I need help with difflib
module.
I'm using difflib (https://docs.python.org/3/library/difflib.html) to compare 2 txt from url, line by line, and find duplications and missing lines. difflib flag with a '-' each line that it's only unique in one of those txt, but, when I run the code in python, I can see some lines flagged with '-' but those lines are present in both txt (it shouldn't, it should be present only in one of these txt, not both).
These are the 2 txt I compare: https://sumo.media/ads_1.txt --- https://sumo.media/ads_2.txt
Does anyone knows why it happens? I show you a screenshot at the end, with the output ussing difflib. Look at the line 'appnexus.com, 8610, DIRECT, f5ab79cb980f11d1' (which contains a '-' at the beginning, telling me that it's unique in https://sumo.media/ads_1.txt). This is not true because If I go to both txt urls, I can see this line in both txt.
What is strange is that if I analyze fewer lines, it works, but it does not work with lot of lines. I need to analyze large amount of lines so I need a solution. Any idea? any alternative maybe?
I also attach the code I run. The way I do this is getting both txt urls with request and asign a variable for each one. Then I apply a splitlines() and it returns an array with a value for each line (as string). I get 2 arrays, one for each txt. Finally I compare these 2 arrays to see which lines are duplicated or missing:
adstxt_1 = requests.get('http://www.sumo.media/ads_1.txt').text
adstxt_2 = requests.get('http://www.sumo.media/ads_2.txt').text
a = adstxt_1.splitlines() # split line by line
b = adstxt_2.splitlines() # split line by line
differ = difflib.Differ()
diffs = list(differ.compare(a, b))
for c in diffs:
print(c)
What the code tells me (this line for ex start with '-' which should be unique in ads_1.txt): python output
... but I see this same line in both .txt: /ads_1.txt --- /ads_2.txt
Appreciate any help!
diff
doesn't check if line is unique in all file but if line is in the same place in other file - so you should first sort lines.
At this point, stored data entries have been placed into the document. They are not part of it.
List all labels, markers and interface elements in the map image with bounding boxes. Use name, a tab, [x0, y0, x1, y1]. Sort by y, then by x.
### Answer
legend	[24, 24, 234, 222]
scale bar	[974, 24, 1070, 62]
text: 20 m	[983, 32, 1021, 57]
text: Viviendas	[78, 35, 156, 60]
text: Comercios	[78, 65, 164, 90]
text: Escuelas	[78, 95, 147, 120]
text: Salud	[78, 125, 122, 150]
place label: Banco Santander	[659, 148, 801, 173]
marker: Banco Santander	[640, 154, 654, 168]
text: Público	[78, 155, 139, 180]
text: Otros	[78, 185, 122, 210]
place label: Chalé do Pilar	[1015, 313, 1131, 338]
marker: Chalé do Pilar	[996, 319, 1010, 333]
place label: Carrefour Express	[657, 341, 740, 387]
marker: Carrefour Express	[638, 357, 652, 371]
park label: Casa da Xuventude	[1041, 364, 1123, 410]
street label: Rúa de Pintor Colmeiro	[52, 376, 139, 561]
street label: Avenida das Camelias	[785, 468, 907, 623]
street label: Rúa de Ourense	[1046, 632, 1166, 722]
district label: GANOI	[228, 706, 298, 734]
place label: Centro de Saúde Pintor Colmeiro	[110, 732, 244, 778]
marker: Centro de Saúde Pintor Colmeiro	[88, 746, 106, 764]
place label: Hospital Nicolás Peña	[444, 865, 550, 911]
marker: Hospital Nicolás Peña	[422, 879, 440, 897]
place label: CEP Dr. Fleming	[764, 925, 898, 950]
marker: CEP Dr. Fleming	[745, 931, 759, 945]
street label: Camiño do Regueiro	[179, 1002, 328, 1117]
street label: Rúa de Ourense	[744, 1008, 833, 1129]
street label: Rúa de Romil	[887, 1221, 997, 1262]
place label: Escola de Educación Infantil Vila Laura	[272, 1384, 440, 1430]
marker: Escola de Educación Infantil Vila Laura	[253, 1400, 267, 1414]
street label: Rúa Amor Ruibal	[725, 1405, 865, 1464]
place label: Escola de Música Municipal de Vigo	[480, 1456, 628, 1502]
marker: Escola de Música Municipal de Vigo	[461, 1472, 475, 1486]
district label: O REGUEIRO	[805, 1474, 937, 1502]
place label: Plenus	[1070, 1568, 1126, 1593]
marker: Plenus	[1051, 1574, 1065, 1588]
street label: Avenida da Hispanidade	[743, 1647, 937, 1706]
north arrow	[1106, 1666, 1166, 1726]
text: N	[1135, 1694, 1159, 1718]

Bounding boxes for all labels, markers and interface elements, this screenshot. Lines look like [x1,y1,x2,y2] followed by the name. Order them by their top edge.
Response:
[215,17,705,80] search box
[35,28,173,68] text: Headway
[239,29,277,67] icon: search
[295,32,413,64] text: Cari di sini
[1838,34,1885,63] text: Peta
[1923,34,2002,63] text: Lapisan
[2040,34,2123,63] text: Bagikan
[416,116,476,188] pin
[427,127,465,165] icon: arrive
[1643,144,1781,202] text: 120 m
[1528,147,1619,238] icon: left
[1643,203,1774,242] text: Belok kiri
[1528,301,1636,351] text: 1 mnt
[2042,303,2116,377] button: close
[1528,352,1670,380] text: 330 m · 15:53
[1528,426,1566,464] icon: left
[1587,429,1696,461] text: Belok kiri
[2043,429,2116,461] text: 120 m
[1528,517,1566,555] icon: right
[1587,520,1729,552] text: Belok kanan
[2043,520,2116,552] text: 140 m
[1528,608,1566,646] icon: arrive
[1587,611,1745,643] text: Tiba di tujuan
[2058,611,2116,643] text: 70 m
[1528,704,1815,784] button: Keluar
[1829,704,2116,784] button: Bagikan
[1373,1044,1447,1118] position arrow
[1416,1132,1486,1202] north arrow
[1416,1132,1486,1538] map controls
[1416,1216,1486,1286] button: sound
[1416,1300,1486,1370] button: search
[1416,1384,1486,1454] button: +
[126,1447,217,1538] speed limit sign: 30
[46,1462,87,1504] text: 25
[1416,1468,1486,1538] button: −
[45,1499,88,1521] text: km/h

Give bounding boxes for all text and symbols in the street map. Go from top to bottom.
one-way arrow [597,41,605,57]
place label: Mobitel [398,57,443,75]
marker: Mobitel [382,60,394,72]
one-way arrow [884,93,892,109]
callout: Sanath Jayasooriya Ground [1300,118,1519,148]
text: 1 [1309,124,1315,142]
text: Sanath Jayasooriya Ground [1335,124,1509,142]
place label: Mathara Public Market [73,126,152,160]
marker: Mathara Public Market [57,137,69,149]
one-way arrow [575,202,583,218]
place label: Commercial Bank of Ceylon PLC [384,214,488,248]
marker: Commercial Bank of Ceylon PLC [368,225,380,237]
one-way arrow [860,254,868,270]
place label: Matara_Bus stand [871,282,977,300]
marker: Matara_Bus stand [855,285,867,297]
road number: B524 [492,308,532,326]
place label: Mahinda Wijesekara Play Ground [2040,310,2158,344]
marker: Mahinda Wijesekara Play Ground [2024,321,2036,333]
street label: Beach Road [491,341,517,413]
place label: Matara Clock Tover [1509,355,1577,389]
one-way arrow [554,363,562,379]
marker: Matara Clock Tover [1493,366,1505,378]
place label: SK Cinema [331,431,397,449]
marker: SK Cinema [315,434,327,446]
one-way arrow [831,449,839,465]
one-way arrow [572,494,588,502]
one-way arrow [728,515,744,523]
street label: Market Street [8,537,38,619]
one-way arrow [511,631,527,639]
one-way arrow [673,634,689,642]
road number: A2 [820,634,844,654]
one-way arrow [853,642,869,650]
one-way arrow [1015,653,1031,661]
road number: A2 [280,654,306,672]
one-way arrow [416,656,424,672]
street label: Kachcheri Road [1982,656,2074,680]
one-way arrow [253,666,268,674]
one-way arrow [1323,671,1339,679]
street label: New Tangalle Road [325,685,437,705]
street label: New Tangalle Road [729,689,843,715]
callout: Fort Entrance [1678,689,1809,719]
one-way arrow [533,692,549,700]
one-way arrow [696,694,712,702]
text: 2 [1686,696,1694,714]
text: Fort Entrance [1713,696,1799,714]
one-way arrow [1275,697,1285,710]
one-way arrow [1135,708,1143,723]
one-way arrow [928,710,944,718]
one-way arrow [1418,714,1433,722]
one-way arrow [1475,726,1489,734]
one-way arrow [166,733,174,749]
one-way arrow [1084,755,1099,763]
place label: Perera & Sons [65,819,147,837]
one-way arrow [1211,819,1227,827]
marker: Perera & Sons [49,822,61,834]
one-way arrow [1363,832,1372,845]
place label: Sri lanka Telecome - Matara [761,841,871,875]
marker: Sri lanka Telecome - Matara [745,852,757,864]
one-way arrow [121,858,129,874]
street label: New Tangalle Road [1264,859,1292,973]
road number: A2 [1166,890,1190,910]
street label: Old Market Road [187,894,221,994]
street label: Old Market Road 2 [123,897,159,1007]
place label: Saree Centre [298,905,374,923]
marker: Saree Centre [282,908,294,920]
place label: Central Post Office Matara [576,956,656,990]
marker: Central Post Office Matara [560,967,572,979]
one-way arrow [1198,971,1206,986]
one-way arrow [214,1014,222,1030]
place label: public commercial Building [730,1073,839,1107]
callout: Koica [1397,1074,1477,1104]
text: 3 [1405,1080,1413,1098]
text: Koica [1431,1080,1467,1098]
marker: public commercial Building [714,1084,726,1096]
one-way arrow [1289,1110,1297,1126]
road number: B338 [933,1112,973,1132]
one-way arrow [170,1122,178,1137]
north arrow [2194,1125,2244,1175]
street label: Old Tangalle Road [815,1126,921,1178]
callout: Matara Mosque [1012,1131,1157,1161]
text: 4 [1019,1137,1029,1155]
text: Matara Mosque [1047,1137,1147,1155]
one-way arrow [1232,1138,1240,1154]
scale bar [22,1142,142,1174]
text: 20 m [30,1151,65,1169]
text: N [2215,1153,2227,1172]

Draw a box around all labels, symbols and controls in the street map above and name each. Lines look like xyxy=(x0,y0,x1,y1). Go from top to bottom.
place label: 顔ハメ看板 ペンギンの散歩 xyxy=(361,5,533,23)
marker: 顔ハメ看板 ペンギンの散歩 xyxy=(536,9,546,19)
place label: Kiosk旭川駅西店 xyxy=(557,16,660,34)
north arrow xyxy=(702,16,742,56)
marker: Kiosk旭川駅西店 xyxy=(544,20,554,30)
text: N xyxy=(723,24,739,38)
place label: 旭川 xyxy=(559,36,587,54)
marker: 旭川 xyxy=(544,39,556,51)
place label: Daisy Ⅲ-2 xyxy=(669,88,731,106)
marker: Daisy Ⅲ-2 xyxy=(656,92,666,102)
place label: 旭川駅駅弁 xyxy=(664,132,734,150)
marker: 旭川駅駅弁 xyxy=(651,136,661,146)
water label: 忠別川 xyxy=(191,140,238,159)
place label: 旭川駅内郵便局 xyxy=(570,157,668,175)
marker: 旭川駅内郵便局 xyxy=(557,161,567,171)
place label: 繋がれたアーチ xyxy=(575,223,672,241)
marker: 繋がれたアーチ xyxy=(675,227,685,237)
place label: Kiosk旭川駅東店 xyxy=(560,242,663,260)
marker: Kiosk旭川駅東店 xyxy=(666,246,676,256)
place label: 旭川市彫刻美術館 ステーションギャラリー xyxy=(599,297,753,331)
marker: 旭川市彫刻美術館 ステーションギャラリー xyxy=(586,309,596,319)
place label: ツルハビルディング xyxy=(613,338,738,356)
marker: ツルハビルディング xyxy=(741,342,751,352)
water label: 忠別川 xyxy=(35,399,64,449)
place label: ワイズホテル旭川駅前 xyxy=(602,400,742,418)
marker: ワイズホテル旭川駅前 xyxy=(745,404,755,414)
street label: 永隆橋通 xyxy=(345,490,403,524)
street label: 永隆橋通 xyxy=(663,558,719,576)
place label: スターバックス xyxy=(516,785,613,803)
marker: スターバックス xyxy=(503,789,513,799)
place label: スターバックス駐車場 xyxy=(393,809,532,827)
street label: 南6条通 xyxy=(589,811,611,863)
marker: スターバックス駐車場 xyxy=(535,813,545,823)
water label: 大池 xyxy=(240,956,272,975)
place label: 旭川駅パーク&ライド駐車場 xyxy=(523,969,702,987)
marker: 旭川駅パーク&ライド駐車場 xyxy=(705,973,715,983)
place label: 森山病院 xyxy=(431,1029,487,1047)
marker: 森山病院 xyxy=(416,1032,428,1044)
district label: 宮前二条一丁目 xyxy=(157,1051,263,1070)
But If you want to check if lines exist in both files or if they unique in one file then better convert to set()
and compare sets.
Minimal working code
a = ['A', 'B', 'C']
b = ['A', 'C', 'D']
print('a:', a)
print('b:', b)
set_a = set(a)
set_b = set(b)
print('--- duplicated ---')
duplicated = set_a & set_b
for item in sorted(duplicated):
print(item)
print('--- unique a ---')
unique_a = set_a - set_b
for item in sorted(unique_a):
print(item)
print('--- unique b ---')
unique_b = set_b - set_a
for item in sorted(unique_b):
print(item)
Result
a: ['A', 'B', 'C']
b: ['A', 'C', 'D']
--- duplicated ---
A
C
--- unique a ---
B
--- unique b ---
D